#### WHAT THIS TASK INVOLVES
Give every line from the entries that contains "lines".

#### Dataset items
%%

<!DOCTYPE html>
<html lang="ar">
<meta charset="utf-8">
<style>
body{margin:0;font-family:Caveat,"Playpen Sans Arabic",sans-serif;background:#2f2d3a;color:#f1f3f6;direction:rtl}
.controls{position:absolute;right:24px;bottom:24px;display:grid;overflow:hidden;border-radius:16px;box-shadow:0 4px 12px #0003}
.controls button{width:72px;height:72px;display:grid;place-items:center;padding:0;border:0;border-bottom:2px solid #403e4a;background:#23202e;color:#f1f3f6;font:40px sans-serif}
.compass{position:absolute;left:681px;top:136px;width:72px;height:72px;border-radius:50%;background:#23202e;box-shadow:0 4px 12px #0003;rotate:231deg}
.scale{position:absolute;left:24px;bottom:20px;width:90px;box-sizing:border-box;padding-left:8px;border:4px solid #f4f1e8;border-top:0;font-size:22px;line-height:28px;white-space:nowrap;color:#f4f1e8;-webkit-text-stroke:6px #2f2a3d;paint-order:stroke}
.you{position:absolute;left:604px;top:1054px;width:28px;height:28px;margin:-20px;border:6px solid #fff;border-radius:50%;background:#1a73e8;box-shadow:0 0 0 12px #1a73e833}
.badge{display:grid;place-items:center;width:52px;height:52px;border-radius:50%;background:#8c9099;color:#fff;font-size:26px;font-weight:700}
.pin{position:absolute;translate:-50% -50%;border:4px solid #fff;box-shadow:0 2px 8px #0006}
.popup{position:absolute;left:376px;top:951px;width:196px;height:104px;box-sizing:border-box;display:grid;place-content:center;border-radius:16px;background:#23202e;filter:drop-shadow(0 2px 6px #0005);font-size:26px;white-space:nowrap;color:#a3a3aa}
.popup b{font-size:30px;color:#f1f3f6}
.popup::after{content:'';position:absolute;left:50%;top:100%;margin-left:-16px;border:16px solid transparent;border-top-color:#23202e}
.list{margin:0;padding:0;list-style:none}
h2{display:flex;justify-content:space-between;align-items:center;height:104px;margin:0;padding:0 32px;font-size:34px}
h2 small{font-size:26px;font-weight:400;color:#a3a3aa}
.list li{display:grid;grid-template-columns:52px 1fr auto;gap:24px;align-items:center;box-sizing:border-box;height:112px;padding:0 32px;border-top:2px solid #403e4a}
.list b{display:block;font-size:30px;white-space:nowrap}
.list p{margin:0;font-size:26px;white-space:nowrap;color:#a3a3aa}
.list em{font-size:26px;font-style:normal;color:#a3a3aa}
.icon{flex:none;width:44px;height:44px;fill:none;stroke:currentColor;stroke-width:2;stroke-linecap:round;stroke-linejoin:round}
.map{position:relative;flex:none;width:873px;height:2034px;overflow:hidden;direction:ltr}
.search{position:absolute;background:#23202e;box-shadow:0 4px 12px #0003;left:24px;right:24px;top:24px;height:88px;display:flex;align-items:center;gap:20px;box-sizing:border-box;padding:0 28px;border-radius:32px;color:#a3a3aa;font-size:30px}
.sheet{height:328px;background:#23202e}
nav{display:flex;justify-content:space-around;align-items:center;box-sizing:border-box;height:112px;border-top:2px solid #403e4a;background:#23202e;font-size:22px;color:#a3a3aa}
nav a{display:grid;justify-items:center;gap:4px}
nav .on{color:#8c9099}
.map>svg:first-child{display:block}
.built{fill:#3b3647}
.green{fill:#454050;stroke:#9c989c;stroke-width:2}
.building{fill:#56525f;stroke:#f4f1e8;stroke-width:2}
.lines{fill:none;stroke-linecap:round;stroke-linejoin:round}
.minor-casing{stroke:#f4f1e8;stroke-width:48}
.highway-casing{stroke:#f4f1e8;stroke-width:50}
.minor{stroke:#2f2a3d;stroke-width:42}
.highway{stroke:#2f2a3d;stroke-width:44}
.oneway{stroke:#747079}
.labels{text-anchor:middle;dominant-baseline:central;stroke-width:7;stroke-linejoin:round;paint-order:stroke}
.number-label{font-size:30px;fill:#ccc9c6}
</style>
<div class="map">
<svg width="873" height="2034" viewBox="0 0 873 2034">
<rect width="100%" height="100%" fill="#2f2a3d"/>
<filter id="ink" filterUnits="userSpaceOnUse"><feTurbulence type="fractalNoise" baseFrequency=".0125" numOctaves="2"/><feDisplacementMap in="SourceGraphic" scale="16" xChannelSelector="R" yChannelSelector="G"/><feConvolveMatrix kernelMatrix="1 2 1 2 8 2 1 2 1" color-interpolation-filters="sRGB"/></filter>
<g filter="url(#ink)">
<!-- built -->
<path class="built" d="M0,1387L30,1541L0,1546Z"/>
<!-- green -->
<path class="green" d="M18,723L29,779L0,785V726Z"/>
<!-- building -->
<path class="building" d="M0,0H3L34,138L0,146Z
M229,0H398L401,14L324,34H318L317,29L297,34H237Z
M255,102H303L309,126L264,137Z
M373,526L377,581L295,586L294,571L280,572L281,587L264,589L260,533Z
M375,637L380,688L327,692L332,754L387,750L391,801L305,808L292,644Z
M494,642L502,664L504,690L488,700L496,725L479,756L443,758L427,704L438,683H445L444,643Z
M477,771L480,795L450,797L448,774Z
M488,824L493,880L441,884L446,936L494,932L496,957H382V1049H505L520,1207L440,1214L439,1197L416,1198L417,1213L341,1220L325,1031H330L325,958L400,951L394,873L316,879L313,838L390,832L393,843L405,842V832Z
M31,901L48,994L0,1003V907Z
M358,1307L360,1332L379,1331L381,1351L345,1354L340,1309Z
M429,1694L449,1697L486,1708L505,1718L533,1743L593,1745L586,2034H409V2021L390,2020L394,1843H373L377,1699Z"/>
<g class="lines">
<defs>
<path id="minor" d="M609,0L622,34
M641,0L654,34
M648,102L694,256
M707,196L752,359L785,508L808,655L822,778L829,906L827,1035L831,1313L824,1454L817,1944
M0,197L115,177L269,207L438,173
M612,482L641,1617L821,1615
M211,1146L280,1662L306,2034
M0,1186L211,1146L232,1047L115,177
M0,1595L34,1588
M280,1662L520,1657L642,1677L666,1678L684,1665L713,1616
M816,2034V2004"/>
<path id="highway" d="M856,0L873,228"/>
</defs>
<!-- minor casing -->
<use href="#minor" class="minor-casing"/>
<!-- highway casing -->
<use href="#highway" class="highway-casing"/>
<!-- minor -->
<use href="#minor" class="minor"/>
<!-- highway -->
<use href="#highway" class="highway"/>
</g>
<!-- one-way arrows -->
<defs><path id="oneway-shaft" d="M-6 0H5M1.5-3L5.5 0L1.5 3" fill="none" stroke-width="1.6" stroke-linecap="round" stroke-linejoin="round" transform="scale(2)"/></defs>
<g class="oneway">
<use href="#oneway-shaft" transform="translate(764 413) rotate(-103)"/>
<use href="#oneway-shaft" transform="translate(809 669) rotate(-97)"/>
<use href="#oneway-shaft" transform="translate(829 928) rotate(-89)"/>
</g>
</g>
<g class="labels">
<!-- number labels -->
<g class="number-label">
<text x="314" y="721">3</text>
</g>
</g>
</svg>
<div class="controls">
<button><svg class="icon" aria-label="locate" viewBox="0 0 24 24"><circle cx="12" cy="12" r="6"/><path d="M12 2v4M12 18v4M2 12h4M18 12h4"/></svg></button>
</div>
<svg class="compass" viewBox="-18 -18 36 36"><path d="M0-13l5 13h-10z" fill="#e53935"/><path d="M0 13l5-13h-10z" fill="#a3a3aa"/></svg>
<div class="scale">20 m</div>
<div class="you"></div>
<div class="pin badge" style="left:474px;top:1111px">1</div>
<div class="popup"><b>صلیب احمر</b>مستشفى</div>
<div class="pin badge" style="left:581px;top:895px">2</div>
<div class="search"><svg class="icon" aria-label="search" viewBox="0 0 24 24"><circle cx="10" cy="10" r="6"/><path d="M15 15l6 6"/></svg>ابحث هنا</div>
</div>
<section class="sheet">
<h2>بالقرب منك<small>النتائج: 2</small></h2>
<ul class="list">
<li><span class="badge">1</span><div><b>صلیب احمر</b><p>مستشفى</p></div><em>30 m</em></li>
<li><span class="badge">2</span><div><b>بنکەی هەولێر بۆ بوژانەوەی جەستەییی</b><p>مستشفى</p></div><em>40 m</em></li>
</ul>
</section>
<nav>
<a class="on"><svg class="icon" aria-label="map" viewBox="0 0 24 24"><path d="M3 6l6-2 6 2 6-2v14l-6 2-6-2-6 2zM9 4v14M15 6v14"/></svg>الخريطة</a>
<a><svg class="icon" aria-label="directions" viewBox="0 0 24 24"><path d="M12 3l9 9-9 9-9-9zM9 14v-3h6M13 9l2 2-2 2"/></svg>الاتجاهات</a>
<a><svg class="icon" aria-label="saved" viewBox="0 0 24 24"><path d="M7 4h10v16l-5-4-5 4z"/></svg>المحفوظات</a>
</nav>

%%

#### EXPECTED ANSWER
.lines{fill:none;stroke-linecap:round;stroke-linejoin:round}
<g class="lines">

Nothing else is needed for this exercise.